Task to complete:
Exact transcription begins at the first line of the material below and ends with the line holding "const toPath = rows"; pictures are skipped.

___ Data for the task

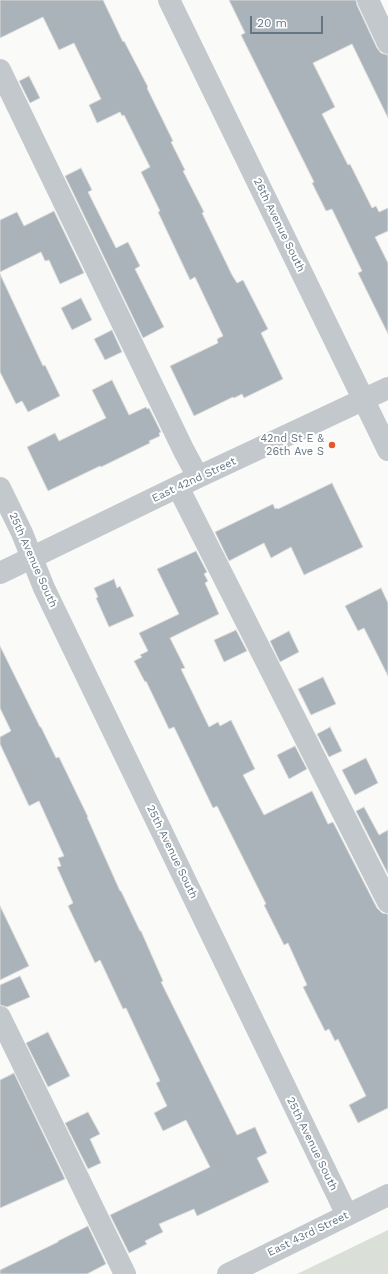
<!DOCTYPE html>
<html>
<head>
<meta charset="utf-8">
<style>
	body { margin:0 }
	#map { position:relative; width:388px; height:1274px; overflow:hidden; background:#fafaf8; font-family:"Work Sans",sans-serif }
	canvas { display:block }
	.scale { position:absolute; left:250px; top:16px; width:73px; height:18px; box-sizing:border-box; border:2px solid #657683; border-top:0; padding-left:5px; font-size:12px; line-height:14px; white-space:nowrap; color:#657683; -webkit-text-stroke:3px #fff; paint-order:stroke }
</style>
</head>
<body>
<div id="map">
<canvas width="388" height="1274"></canvas>
<div class="scale">20 m</div>
</div>
<script>
const ctx = document.querySelector('canvas').getContext('2d');
ctx.lineJoin = 'round';
function fillPath(path, color) { ctx.fillStyle = color; ctx.fill(path, 'evenodd'); }
const toPath = rows => new Path2D(rows.map(r => 'M' + r).join(''));
function stroke(path, color, width, dash) { ctx.strokeStyle = color; ctx.lineWidth = width; ctx.lineCap = dash ? 'butt' : 'round'; ctx.setLineDash(dash || []); ctx.stroke(path); }
function label(font, color, halo, rows, align = 'center') {
  ctx.font = font + ' "Work Sans",sans-serif'; ctx.lineWidth = 4; ctx.setLineDash([]); ctx.textBaseline = 'middle'; ctx.strokeStyle = halo; ctx.fillStyle = color; for (const [text, x, y, turn = 0] of rows) {
    ctx.save(); ctx.translate(x, y); ctx.rotate((+turn || 0) * Math.PI / 180); ctx.textAlign = isNaN(turn) ? turn : align; if (halo) ctx.strokeText(text, 0, 0); ctx.fillText(text, 0, 0); ctx.restore();
  }
}
const green = toPath([
	[388,1230,388,1274,297,1274]
]);
const building = toPath([
	[0,0,103,0,123,42,124,41,148,87,147,88,173,141,171,142,185,170,183,171,204,212,202,213,232,275,237,283,243,280,268,329,261,333,283,379,244,398,242,394,234,398,233,397,194,416,170,366,218,343,217,339,223,336,195,277,190,280,158,212,160,211,141,172,150,167,124,115,122,116,120,112,97,123,89,105,101,99,74,43,59,50,43,17,0,38,0,0],
	[229,0,356,0,357,5,377,48,381,53,388,55,388,118,352,44,313,63,335,107,322,114,348,165,350,164,372,208,376,206,379,212,388,208,388,231,375,237,388,263,388,334,358,273,362,271,332,209,326,211,312,183,314,182,241,35,245,33,229,0],
	[29,76,40,98,30,103,19,81,29,76],
	[81,168,92,190,88,192,116,248,128,242,140,266,135,269,164,327,143,338,65,176,81,168],
	[54,211,84,273,60,284,49,260,45,261,41,252,0,272,0,220,17,212,24,226,54,211],
	[0,274,43,366,45,365,60,396,28,412,22,401,16,404,0,372,0,274],
	[81,298,92,320,72,330,61,308,81,298],
	[112,330,122,352,105,360,94,339,112,330],
	[112,380,129,415,146,407,147,409,149,408,161,432,159,433,160,436,149,441,150,443,101,467,100,466,48,491,27,447,55,433,59,441,106,418,92,390,112,380],
	[332,483,363,547,304,575,291,547,271,558,264,543,229,561,215,532,273,504,275,509,277,508,278,509,332,483],
	[196,551,207,572,204,574,208,581,205,583,219,614,170,638,185,668,181,669,209,727,218,722,220,726,231,720,255,769,243,775,264,815,312,791,328,824,333,822,377,908,382,913,388,914,388,1108,358,1123,349,1105,366,1096,338,1039,335,1041,329,1029,325,1031,303,987,307,985,288,943,284,945,264,905,266,904,217,806,213,808,174,727,169,729,146,681,145,682,134,661,142,657,140,655,148,651,139,633,179,614,157,569,196,551],
	[114,579,117,588,120,586,134,616,109,627,96,598,98,597,94,588,114,579],
	[381,588,388,603,388,676,364,628,358,631,345,606,381,588],
	[236,630,247,651,224,662,214,640,236,630],
	[289,631,299,652,280,662,270,641,289,631],
	[0,646,40,727,41,727,56,758,59,757,88,817,87,817,120,891,121,891,140,931,141,931,163,981,161,982,237,1135,255,1127,267,1153,257,1158,269,1182,197,1216,194,1209,159,1224,163,1232,145,1241,147,1244,129,1253,110,1215,210,1167,186,1120,163,1131,154,1113,167,1106,156,1083,160,1081,126,1008,123,1009,100,960,95,963,68,906,73,903,57,867,61,866,58,858,64,856,39,801,29,806,0,744,0,737,11,731,0,708,0,646],
	[323,677,336,704,311,715,298,689,323,677],
	[330,727,342,751,329,757,317,734,330,727],
	[295,746,307,769,289,779,277,755,295,746],
	[366,758,378,783,355,795,342,770,366,758],
	[364,807,379,835,388,830,388,874,356,811,364,807],
	[0,906,29,966,0,980,0,906],
	[20,976,30,997,7,1007,0,1005,0,985,20,976],
	[48,1032,70,1076,48,1087,26,1043,48,1032],
	[14,1073,65,1179,0,1208,0,1080,14,1073],
	[88,1112,100,1134,90,1139,101,1163,88,1169,65,1123,88,1112],
	[88,1226,106,1264,87,1274,0,1274,0,1270,58,1242,58,1241,88,1226]
]);
const minor = toPath([
	[169,0,388,450],
	[368,0,388,43],
	[0,70,184,451,198,477],
	[178,487,388,902],
	[0,488,22,533,44,588,347,1215],
	[0,573,198,477,388,388],
	[0,1017,125,1274],
	[228,1274,388,1195]
]);
const markers = [
	[332,445,4,"#e4572e"]
];
const streetNames = [
	["26th Avenue South",279,225,64],
	["East 42nd Street",194,480,-25],
	["25th Avenue South",33,560,66],
	["25th Avenue South",172,852,64],
	["25th Avenue South",312,1144,64],
	["East 43rd Street",308,1234,-26]
];
const poiNames = [
	["42nd St E &",324,439],
	["26th Ave S",324,452]
];
fillPath(green, '#dadfd7');
fillPath(building, '#aab3b9');
stroke(building, '#dcdcda', 1);
stroke(minor, '#c3c8cc', 22);
for (const [x, y, r, color] of markers) { const dot = new Path2D(); dot.arc(x, y, r, 0, 2 * Math.PI); ctx.fillStyle = color; ctx.fill(dot); stroke(dot, '#fff', 1.5); }
label('11px', '#657683', '#fff', streetNames);
label('11px', '#657683', '#fff', poiNames, 'right');
</script>
</body>
</html>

______

Answer below:
<!DOCTYPE html>
<html>
<head>
<meta charset="utf-8">
<style>
	body { margin:0 }
	#map { position:relative; width:388px; height:1274px; overflow:hidden; background:#fafaf8; font-family:"Work Sans",sans-serif }
	canvas { display:block }
	.scale { position:absolute; left:250px; top:16px; width:73px; height:18px; box-sizing:border-box; border:2px solid #657683; border-top:0; padding-left:5px; font-size:12px; line-height:14px; white-space:nowrap; color:#657683; -webkit-text-stroke:3px #fff; paint-order:stroke }
</style>
</head>
<body>
<div id="map">
<canvas width="388" height="1274"></canvas>
<div class="scale">20 m</div>
</div>
<script>
const ctx = document.querySelector('canvas').getContext('2d');
ctx.lineJoin = 'round';
function fillPath(path, color) { ctx.fillStyle = color; ctx.fill(path, 'evenodd'); }
const toPath = rows => new Path2D(rows.map(r => 'M' + r).join(''));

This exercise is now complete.